**Work item:** Please state the number of lines in the material below that contain "center", with no other words.

**Data:**

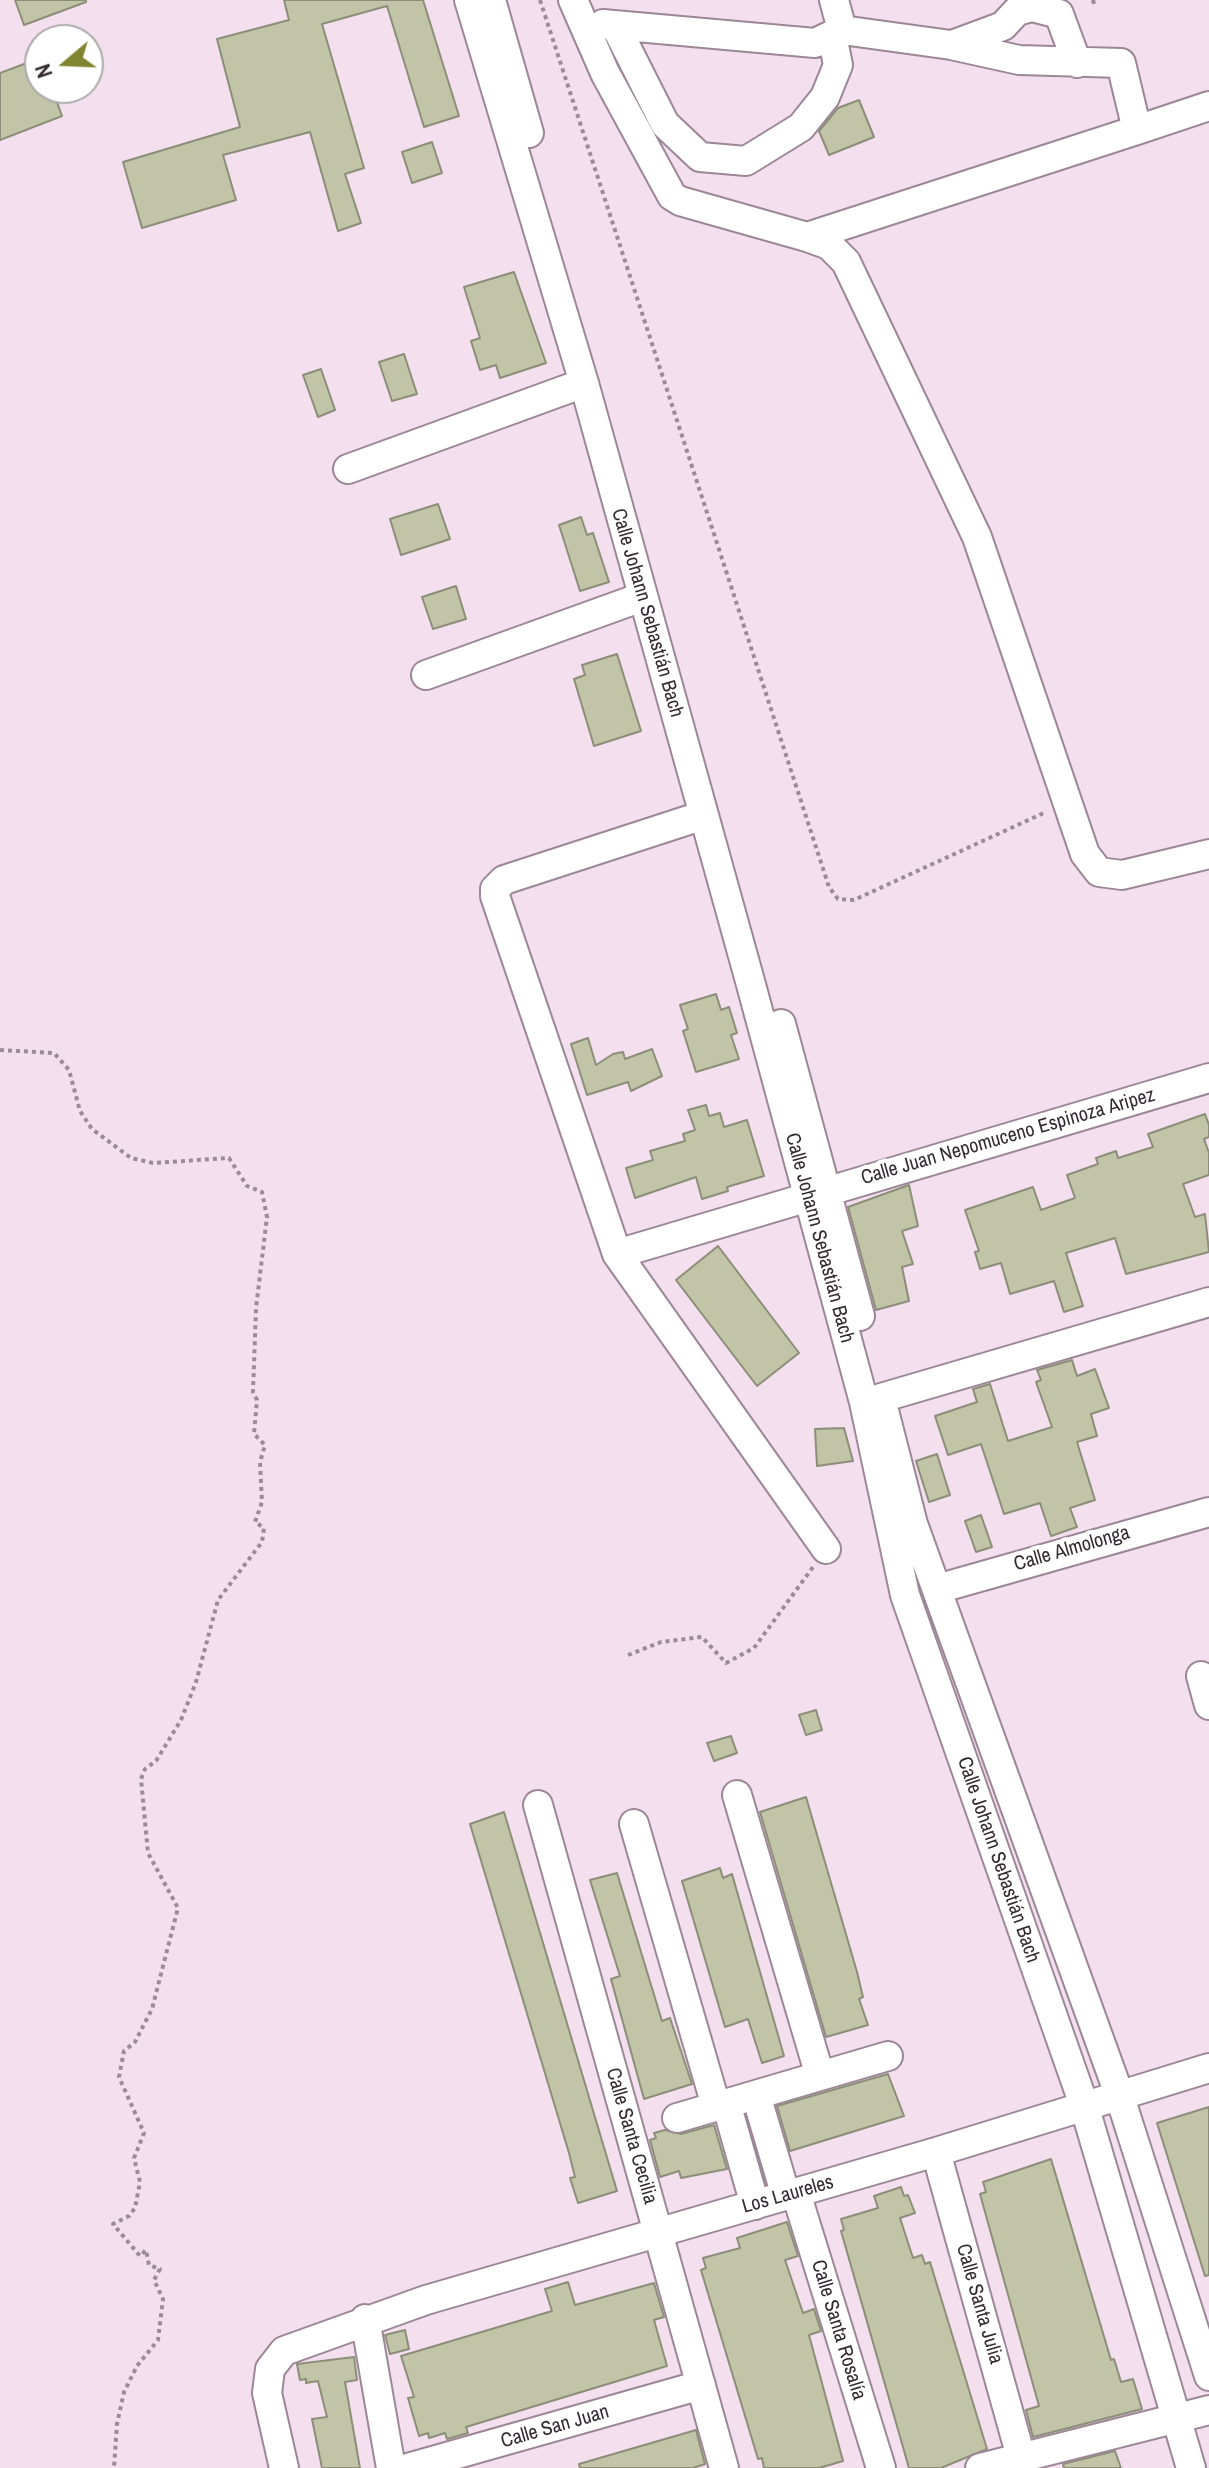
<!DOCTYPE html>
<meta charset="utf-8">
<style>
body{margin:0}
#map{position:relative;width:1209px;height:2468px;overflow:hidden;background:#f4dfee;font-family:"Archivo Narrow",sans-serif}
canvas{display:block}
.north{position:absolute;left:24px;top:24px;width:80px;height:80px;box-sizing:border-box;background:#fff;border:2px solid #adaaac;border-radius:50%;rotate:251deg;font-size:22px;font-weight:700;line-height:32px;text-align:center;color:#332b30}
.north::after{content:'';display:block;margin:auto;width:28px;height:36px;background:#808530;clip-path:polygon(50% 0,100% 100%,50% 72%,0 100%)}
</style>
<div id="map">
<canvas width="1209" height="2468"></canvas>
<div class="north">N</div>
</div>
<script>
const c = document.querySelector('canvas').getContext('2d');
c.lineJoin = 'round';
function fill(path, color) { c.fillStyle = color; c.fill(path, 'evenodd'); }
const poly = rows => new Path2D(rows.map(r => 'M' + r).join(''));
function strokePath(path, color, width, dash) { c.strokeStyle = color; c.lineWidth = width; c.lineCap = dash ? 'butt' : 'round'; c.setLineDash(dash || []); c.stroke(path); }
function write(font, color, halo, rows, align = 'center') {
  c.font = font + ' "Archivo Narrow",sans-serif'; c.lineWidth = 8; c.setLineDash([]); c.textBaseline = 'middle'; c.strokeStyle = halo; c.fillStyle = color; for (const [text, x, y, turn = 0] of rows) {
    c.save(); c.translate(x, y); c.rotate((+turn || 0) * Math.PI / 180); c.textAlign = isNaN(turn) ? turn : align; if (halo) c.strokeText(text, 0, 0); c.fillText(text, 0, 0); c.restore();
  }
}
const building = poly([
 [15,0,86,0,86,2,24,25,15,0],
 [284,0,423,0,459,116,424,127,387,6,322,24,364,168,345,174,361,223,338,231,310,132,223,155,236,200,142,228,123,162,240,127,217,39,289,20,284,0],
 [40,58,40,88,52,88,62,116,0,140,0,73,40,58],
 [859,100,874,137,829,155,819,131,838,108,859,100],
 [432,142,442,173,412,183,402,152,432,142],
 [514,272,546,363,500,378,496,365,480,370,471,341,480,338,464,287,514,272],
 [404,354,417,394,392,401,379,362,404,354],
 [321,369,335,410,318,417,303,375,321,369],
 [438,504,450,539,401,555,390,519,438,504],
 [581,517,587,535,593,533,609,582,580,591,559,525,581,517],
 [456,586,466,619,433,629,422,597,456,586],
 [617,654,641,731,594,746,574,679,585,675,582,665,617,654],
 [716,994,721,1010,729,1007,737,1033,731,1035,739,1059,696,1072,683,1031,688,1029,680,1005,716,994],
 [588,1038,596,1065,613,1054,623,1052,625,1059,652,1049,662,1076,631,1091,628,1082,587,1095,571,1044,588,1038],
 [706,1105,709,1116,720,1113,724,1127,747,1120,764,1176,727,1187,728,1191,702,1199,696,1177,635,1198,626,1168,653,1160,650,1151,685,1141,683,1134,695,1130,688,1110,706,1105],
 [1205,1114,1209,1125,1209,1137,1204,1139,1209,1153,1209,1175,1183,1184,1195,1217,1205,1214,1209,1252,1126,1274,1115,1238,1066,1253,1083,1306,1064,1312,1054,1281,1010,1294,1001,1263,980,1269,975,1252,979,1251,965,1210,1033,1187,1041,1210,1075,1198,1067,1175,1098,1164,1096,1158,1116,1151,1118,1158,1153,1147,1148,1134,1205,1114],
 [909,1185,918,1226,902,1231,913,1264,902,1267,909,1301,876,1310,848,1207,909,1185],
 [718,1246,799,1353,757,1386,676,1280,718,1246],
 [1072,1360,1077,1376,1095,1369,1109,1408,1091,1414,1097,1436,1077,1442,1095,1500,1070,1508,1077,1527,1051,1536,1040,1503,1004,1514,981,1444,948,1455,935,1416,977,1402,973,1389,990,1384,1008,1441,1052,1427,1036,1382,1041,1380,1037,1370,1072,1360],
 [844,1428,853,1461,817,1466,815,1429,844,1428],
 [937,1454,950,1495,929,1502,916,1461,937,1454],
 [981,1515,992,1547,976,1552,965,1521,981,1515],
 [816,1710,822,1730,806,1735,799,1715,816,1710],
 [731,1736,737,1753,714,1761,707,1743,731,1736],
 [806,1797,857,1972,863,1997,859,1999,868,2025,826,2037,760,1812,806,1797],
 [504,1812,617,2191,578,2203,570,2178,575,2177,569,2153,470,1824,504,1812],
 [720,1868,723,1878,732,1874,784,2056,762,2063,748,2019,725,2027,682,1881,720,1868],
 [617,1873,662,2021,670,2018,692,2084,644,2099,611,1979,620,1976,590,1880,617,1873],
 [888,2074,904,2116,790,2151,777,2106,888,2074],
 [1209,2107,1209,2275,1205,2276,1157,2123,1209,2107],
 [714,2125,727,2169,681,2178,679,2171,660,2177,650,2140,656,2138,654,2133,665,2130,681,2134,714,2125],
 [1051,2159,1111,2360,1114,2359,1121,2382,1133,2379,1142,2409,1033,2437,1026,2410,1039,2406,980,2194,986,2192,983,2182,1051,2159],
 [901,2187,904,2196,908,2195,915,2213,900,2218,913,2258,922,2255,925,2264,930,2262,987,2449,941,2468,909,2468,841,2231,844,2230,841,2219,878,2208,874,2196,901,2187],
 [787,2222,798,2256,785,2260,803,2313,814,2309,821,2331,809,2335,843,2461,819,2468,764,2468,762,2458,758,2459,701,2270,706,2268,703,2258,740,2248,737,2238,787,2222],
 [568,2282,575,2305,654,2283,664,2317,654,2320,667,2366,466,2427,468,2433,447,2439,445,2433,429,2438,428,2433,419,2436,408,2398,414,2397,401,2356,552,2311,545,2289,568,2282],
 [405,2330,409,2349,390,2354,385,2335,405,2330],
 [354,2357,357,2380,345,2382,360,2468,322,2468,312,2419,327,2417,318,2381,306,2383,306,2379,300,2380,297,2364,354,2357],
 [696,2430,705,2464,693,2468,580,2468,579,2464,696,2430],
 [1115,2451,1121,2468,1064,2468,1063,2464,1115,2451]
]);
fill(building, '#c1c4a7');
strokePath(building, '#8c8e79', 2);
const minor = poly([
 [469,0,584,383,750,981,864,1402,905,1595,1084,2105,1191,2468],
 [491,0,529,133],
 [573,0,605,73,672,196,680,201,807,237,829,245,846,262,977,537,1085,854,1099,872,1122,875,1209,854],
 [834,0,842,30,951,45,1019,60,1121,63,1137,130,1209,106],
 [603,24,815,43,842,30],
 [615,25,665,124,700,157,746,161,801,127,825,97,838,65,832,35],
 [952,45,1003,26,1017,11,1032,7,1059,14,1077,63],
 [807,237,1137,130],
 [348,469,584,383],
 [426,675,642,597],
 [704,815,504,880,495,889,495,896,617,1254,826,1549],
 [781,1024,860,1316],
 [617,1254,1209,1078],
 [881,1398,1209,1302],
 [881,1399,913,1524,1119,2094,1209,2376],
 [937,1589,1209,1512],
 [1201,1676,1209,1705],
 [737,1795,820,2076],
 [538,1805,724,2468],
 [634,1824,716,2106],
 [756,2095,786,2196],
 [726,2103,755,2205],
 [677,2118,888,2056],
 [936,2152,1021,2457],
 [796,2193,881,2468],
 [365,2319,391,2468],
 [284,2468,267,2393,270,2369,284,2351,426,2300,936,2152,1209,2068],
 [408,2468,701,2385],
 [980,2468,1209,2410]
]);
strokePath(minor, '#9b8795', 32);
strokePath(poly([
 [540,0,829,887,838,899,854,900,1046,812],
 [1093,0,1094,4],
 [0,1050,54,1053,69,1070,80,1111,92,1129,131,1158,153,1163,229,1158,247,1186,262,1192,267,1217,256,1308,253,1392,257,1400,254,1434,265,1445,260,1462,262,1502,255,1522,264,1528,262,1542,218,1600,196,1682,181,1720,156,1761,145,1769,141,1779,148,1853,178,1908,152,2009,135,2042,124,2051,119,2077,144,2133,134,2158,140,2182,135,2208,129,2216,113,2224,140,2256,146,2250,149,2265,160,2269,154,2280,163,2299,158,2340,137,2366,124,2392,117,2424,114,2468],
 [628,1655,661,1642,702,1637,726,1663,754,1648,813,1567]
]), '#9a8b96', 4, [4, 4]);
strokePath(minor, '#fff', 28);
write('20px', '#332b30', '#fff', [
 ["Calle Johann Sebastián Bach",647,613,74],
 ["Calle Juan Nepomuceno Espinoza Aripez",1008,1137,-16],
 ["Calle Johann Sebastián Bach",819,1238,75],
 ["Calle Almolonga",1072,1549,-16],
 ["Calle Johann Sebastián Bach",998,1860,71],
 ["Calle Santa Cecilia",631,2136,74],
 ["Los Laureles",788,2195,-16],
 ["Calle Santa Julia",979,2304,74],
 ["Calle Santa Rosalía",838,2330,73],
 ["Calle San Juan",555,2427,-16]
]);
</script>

**Exercise solution:** 2